Setiap Anak di Indonesia pada Dasarnya Adalah Korban
©MI

Setiap anak yang lahir di Indonesia saat ini pada dasarnya adalah korban.

Nalar Warga – Setiap bapak dan ibu, mari berkomitmen teguh mengajarkan serta menanamkan nilai ke anak laki-lakinya agar tidak menjadi pelaku kekerasan seksual di kemudian hari. Menghargai tubuh, batasan, penolakan orang lain, memilih kebaikan, dan lain-lain bisa diajarkan sejak dini.

Kesulitan terbesar mengasuh anak cowok adalah, kita tahu, sistem sosial saat ini menguntungkan gendernya. Apalagi kalau ia masuk ke triple majority. Tanggung jawab orang tua agar anak paham ini dan dia harus pegang teguh walaupun di saat para temannya tidak punya pemahaman yang sama.

Pahitnya saat ini, kita tidak bisa berharap banyak dari (mayoritas) pemerintah dan aparatnya.
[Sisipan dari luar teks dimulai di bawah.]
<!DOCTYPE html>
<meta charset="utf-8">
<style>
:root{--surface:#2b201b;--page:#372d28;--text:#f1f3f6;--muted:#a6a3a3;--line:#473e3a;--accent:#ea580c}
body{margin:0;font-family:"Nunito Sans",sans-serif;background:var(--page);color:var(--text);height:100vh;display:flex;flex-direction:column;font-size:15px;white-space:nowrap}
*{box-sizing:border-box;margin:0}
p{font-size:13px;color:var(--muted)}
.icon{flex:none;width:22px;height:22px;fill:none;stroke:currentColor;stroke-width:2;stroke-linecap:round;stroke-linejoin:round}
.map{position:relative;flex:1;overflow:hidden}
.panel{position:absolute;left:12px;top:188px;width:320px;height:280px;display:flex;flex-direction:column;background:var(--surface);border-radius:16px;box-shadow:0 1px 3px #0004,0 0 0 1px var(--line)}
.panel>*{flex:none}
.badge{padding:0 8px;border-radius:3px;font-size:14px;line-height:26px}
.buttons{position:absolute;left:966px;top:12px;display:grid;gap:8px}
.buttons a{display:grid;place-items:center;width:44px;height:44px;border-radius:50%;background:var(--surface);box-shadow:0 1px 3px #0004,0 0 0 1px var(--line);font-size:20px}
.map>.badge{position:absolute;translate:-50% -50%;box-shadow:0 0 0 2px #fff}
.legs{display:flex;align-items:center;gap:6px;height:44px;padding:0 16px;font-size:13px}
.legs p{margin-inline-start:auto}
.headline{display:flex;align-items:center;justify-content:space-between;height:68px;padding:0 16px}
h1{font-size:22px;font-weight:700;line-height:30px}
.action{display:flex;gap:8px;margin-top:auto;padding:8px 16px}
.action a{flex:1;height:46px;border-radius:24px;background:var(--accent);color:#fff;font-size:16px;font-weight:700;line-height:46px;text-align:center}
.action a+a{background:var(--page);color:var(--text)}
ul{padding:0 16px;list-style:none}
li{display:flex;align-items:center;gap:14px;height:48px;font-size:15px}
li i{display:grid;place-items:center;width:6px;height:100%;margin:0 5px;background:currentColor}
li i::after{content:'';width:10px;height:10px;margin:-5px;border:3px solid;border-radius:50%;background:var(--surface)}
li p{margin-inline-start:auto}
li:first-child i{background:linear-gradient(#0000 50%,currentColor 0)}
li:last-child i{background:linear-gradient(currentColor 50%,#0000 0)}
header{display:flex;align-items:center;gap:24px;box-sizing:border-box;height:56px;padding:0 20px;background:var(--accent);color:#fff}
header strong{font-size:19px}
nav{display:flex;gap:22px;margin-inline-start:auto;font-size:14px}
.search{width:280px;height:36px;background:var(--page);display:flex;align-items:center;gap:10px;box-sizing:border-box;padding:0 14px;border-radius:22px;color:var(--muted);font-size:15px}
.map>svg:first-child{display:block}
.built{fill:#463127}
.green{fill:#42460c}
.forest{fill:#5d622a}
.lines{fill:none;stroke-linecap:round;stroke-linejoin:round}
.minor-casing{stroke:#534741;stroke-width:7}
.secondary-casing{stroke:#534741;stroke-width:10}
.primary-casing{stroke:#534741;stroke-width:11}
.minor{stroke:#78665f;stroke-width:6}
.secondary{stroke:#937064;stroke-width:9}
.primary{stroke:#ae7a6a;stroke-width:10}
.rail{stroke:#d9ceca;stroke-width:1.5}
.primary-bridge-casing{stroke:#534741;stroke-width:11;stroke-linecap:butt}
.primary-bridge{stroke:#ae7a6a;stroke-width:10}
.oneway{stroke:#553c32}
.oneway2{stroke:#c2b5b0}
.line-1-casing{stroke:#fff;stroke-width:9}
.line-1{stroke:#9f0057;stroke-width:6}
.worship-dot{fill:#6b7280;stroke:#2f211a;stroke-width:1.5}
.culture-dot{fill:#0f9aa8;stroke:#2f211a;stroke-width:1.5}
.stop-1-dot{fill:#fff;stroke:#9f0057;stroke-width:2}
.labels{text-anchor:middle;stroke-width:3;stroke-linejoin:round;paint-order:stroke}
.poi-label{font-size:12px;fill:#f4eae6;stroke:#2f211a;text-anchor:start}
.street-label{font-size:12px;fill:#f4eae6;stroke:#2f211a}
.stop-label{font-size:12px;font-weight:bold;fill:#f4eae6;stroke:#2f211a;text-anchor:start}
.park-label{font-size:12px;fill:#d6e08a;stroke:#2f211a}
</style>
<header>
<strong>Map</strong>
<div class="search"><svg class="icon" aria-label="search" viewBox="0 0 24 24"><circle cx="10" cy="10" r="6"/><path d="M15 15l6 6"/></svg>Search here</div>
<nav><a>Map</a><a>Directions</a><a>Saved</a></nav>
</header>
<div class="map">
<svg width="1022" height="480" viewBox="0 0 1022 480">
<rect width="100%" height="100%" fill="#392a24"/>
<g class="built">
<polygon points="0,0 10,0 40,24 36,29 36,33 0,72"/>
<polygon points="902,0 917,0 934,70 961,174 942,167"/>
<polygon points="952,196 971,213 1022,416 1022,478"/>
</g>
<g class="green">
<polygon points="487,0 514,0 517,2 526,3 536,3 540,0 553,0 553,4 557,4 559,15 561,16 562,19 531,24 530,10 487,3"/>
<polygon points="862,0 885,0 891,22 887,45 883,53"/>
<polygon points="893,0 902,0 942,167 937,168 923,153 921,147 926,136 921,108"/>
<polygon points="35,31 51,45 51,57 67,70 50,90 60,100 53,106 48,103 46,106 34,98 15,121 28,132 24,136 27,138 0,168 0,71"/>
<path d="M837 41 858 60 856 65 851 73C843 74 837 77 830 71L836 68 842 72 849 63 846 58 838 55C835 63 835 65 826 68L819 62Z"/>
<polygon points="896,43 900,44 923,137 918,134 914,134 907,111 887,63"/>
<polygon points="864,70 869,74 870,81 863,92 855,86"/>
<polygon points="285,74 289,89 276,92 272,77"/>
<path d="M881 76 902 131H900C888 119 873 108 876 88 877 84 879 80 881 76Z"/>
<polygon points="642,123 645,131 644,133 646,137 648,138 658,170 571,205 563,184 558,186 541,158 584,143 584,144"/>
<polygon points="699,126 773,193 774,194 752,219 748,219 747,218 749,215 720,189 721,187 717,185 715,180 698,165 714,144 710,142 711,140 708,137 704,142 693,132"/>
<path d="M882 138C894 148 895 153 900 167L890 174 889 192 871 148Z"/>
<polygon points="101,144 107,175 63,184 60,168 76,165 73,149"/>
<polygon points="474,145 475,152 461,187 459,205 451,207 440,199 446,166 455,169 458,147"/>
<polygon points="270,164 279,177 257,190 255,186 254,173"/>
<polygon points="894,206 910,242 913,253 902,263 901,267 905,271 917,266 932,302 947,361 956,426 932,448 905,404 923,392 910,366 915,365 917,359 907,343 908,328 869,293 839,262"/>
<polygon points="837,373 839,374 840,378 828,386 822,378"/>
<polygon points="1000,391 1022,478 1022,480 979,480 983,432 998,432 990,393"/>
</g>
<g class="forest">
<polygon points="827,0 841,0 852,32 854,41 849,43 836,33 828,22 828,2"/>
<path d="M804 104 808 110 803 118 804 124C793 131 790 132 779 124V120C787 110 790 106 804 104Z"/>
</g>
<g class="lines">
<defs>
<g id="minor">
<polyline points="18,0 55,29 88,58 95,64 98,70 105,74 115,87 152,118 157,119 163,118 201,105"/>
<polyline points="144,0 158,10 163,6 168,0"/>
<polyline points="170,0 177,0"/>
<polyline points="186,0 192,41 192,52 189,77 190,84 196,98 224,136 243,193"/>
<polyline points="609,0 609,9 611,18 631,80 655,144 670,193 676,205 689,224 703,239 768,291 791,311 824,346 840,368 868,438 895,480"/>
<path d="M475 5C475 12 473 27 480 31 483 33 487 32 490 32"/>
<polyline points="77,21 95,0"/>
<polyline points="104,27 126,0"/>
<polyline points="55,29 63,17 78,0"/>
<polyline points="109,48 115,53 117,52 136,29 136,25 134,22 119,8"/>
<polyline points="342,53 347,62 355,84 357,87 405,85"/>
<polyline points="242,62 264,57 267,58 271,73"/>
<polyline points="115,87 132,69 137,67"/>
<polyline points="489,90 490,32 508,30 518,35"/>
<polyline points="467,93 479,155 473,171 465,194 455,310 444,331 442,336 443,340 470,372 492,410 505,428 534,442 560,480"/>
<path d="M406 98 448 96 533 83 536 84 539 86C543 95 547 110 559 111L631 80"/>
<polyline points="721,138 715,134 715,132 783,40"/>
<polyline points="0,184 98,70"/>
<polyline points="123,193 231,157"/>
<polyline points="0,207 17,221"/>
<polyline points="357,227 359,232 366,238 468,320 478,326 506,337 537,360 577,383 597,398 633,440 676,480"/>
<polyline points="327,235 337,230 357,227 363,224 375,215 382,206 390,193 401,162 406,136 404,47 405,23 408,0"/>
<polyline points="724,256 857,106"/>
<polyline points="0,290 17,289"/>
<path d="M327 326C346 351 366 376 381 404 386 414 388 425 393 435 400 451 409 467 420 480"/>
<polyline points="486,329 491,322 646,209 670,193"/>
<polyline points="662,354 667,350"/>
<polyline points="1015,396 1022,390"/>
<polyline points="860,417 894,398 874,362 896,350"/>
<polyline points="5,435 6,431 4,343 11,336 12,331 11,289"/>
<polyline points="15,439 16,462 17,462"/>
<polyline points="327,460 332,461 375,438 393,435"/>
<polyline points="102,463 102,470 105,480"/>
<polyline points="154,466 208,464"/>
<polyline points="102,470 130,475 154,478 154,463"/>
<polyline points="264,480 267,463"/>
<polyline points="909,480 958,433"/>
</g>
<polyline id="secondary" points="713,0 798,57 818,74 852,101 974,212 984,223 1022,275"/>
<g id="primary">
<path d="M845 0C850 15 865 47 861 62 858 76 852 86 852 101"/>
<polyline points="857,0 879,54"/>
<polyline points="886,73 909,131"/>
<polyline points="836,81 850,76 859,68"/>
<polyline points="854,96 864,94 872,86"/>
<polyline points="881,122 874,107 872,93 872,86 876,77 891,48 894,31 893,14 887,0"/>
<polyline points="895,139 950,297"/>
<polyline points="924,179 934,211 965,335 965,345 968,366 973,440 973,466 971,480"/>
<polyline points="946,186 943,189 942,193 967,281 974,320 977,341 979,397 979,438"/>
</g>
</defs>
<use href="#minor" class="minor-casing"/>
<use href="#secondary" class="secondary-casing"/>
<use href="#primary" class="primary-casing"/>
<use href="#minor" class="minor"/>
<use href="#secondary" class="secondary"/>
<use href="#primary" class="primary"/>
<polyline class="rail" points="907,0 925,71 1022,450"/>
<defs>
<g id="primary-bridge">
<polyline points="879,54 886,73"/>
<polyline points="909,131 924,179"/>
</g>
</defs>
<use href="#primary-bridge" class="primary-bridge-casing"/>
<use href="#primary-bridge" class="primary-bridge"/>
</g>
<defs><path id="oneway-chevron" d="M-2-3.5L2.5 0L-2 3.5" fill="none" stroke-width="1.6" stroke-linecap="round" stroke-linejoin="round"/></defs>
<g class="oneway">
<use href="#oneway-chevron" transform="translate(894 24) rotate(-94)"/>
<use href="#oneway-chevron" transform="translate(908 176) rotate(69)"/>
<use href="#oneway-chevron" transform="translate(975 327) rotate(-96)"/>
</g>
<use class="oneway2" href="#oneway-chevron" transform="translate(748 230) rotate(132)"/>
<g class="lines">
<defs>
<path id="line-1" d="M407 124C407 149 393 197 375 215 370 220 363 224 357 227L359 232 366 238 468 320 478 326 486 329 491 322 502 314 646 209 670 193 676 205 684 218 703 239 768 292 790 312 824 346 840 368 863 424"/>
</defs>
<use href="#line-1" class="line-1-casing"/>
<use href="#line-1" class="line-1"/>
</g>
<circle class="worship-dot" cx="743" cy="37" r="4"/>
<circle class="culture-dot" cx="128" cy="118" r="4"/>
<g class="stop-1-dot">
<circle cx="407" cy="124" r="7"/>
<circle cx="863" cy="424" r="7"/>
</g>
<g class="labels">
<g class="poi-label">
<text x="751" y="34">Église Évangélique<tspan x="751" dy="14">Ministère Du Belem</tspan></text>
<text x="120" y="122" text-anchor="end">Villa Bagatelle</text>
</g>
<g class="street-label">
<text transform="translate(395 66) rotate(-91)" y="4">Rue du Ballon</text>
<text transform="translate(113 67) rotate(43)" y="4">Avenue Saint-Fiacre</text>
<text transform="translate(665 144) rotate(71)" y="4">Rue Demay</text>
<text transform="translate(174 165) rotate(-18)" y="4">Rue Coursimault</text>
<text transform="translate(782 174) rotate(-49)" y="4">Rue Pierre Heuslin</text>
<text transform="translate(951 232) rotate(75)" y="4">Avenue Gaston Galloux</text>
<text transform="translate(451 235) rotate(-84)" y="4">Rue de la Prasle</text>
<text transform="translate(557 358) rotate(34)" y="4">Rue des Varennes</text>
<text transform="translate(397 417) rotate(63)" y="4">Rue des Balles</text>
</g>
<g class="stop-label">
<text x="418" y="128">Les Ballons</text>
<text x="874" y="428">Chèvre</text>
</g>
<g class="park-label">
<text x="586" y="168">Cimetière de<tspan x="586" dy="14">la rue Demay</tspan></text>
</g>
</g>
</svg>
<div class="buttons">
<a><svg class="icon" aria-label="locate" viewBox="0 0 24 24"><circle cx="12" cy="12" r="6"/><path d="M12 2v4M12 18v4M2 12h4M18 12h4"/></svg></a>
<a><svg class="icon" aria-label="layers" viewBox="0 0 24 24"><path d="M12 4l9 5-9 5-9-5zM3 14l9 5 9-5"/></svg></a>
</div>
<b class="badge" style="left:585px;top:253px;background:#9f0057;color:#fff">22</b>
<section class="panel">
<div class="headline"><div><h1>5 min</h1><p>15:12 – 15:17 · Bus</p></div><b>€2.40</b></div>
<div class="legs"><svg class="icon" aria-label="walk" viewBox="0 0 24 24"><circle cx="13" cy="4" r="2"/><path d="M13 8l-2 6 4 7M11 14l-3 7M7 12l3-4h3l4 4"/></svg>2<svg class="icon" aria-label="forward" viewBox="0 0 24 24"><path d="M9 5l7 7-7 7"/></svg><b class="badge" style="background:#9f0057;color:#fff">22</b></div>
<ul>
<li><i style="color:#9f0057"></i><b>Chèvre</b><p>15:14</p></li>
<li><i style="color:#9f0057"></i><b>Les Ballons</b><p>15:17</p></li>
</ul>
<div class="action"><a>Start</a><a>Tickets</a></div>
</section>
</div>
Bahkan dari institusi pendidikannya yang seharusnya melindungi anak didiknya. Orang tua dan para dewasa yang peduli yang harus makin punya komitmen teguh. Putuskan rantai kekerasan ini.

It takes a village to raise a (good) kid.

Ada anak kecil resek, jahat sama anak lainnya, atau ikut godain orang lain… tegur dengan baik-baik, tegur dengan penuh kasih. Biar anak itu paham ada nilai lain di dunianya. Karena belum tentu dia tahu soal itu di rumahnya.

Setiap anak yang lahir di Indonesia saat ini pada dasarnya adalah korban. Mereka korban kebobrokan sistem kita. Dari sistem parenting, pendidikan, pemerintahan, hukum, dan lain-lain.

Korban bisa jadi pelaku, tetapi juga bisa jadi penyelamat dan pahlawan di masa depan. Kita pilih kebaikan.